··· Study material ···

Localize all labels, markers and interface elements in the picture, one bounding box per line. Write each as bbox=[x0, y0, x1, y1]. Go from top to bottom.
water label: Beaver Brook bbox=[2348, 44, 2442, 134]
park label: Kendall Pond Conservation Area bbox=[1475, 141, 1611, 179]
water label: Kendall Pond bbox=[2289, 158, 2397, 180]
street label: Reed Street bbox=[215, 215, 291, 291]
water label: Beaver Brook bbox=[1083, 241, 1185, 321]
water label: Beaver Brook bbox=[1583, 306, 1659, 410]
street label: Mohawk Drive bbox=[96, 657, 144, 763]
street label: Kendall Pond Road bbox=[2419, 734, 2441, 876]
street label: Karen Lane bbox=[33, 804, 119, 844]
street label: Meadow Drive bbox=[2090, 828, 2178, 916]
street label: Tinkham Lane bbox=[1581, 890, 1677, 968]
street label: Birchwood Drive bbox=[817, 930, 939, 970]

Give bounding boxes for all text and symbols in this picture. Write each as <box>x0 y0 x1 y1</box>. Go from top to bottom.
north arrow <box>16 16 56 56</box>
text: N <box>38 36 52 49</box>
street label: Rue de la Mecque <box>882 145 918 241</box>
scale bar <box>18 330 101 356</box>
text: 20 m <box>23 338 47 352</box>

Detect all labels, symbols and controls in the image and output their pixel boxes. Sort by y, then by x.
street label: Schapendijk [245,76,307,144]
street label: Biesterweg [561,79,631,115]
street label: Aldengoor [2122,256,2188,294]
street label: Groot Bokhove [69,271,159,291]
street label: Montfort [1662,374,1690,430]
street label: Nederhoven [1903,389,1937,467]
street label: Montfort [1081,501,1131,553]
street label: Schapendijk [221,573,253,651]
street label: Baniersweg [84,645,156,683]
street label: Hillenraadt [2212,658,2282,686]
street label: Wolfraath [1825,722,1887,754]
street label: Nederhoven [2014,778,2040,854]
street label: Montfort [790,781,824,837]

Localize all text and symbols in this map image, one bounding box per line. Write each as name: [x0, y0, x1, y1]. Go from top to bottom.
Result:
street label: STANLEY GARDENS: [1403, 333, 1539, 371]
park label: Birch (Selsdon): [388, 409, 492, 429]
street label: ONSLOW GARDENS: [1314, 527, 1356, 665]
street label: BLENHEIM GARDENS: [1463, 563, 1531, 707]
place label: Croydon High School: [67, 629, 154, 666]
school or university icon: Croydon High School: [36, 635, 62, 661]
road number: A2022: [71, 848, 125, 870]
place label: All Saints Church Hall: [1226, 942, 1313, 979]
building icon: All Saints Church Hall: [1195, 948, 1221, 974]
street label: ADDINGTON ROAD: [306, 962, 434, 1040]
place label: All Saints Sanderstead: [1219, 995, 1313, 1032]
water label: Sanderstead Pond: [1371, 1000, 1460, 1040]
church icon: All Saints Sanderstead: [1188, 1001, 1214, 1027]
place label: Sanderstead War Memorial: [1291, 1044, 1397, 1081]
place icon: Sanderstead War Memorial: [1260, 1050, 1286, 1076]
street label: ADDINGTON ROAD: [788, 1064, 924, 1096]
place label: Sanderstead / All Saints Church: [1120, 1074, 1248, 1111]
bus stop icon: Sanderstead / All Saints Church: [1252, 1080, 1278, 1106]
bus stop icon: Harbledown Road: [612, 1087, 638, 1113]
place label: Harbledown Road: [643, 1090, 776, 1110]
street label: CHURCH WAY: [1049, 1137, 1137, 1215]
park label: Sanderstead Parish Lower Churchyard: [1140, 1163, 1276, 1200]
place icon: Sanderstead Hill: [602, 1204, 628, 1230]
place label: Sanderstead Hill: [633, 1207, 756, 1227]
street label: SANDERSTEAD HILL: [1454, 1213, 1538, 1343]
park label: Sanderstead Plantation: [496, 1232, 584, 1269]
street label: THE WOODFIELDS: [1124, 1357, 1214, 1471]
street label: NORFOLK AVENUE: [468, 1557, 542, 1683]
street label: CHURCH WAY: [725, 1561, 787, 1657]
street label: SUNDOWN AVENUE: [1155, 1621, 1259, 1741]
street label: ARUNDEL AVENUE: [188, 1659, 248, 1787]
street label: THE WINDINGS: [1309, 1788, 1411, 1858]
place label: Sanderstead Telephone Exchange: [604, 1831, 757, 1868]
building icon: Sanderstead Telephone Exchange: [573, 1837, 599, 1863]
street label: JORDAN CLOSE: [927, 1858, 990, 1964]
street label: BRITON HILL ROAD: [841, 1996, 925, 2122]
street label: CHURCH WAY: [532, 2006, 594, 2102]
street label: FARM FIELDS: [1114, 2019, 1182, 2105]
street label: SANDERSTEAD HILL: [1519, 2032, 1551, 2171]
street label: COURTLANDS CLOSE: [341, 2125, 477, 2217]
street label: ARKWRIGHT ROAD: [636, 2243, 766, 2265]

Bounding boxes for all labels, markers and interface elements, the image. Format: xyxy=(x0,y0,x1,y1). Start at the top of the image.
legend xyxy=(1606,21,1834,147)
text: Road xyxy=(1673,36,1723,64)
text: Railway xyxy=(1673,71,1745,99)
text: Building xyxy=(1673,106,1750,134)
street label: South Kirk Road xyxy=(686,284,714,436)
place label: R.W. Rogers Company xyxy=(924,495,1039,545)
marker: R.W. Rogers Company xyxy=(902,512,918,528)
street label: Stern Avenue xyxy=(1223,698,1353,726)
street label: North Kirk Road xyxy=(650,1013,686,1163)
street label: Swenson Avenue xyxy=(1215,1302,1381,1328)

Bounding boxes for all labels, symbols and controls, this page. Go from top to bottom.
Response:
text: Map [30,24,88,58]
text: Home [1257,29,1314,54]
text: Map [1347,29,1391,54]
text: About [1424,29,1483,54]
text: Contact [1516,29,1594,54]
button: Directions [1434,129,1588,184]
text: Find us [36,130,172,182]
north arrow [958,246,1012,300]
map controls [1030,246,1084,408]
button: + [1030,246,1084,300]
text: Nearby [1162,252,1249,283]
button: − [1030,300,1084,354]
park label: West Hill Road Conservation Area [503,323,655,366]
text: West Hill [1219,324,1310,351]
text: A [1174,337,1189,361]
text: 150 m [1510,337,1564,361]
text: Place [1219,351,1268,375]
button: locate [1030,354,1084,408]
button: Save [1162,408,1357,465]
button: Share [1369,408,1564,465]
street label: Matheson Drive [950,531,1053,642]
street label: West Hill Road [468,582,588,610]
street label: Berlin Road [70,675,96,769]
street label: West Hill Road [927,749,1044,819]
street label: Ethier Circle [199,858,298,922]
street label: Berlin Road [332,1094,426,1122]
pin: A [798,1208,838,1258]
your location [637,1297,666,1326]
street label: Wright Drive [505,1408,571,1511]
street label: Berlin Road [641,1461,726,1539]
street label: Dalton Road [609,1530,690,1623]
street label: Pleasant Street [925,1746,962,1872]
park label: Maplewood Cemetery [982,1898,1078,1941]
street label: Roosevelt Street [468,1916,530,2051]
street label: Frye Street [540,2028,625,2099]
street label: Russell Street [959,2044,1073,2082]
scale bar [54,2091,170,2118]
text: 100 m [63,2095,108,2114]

···

What to do: Each line of the data above containing the string "School" is to be copied.

The completed task:
place label: Croydon High School: [67, 629, 154, 666]
school or university icon: Croydon High School: [36, 635, 62, 661]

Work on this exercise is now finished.